Segundo os dados do Indicador Serasa de Inadimplência Pessoa Física, o número de devedores caiu 1,7% nos sete primeiros meses de 2007, na comparação com o mesmo período de 2006. Ainda assim, com as novas facilidades de empréstimos a juros acessíveis e o boom de cartões de crédito, débito e private label, (que somam mais de 400 milhões no Brasil e o impressionante crescimento de 20% sobre os seis primeiros meses do ano passado, segundo dados da ABECS), espera-se um aquecimento do setor de cobrança, com um maior número de consumidores integrados ao sistema de movimentação financeira individual.
Para Érico Sodré Quirino Ferreira, presidente da ACREFI (Associação Nacional das Instituições de Crédito, Financiamento e Investimento) o aumento de crédito não significa necessariamente um aumento de inadimplentes. “Com o aumento do crédito, é natural que mais pessoas busquem mais crédito no mercado, portanto, o aumento de inadimplentes não aumenta na mesma proporção, mas, sim, com um índice mais baixo, graças às baixas taxas de juros”. Por exemplo, se o número de inadimplentes numa amostragem de 100 é de 10%, com a baixa de juros e o aumento das facilidades de crédito, ela pode cair para 7% ou 8% numa amostragem maior. Portanto, haverá um número maior de inadimplentes, mas o índice será menor do que o atual. “É difícil mensurar uma mudança radical no setor de crédito e cobrança, porquê cada instituição tem sua forma de efetuar a operação e o relacionamento com o cliente, portanto, a margem de operação entre elas não apresenta alterações tão drásticas”.

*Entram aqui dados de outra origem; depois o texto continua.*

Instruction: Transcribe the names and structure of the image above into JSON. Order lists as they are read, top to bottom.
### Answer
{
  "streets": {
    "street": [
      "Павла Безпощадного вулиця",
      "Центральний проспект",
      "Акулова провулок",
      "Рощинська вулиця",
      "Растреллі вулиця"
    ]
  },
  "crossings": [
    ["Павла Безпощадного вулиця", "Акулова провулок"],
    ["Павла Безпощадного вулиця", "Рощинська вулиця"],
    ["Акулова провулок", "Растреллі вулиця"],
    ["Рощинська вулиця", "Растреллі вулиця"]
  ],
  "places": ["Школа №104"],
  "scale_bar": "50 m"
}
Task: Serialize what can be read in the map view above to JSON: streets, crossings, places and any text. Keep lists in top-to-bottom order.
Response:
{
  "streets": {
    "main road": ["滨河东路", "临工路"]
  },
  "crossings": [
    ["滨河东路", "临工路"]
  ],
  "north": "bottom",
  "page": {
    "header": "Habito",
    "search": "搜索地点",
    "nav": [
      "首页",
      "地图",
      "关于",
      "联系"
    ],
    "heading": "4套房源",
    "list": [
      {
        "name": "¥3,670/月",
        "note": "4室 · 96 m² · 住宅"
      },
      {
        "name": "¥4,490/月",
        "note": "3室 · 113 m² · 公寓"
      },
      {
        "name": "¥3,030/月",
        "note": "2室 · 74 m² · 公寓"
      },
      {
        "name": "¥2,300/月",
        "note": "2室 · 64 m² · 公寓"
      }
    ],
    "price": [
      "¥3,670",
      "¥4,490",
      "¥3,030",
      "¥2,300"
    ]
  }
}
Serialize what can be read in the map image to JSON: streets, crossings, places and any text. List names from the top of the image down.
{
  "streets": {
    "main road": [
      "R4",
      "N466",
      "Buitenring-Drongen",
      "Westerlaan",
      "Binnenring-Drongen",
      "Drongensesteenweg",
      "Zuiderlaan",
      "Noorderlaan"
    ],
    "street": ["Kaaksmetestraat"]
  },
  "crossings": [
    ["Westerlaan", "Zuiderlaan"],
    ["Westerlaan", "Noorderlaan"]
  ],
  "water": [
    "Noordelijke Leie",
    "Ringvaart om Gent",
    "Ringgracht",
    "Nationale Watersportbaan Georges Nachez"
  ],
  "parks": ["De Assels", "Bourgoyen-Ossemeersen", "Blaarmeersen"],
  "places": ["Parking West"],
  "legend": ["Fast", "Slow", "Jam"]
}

Mas há controvérsias. José Teófilo Neto, da Comunicação Direta, acredita que o número de inadimplentes vai aumentar sim, mas porquê as empresas terão uma ânsia maior de vender mais. “Certos cuidados serão deixados de lado. Já há empresas que prometem empréstimos mesmo com nome negativado. Não acredito que haverá qualquer revolução, mas, sim, um aumento de gente cobrando”.
Na mira dos fornecedores
Passando por mudanças representativas desencadeadas pela expansão do crédito, o setor de cobrança agora enfrenta um público que, até então, não tinha acesso ao crédito, representado pelas classes de renda mais baixa. Para fornecedores e integradores, esse crescimento se traduz em novas oportunidades e desafios de negócios na profissionalização das empresas de cobrança. “De forma resumida, podemos dizer que estes desafios são cobrar pelo menor custo, sem perder de vista a importância da manutenção do relacionamento com o cliente, e realimentar o processo de concessão de crédito com as informações vindas das operações de cobrança. As respostas das empresas a estes desafios têm sido investir em tecnologia e processos integrados. Serão mais lucrativas as empresas que estiverem mais preparadas”, afirma Maria Isabel Leitão, gerente de soluções de Cobrança da Wittel.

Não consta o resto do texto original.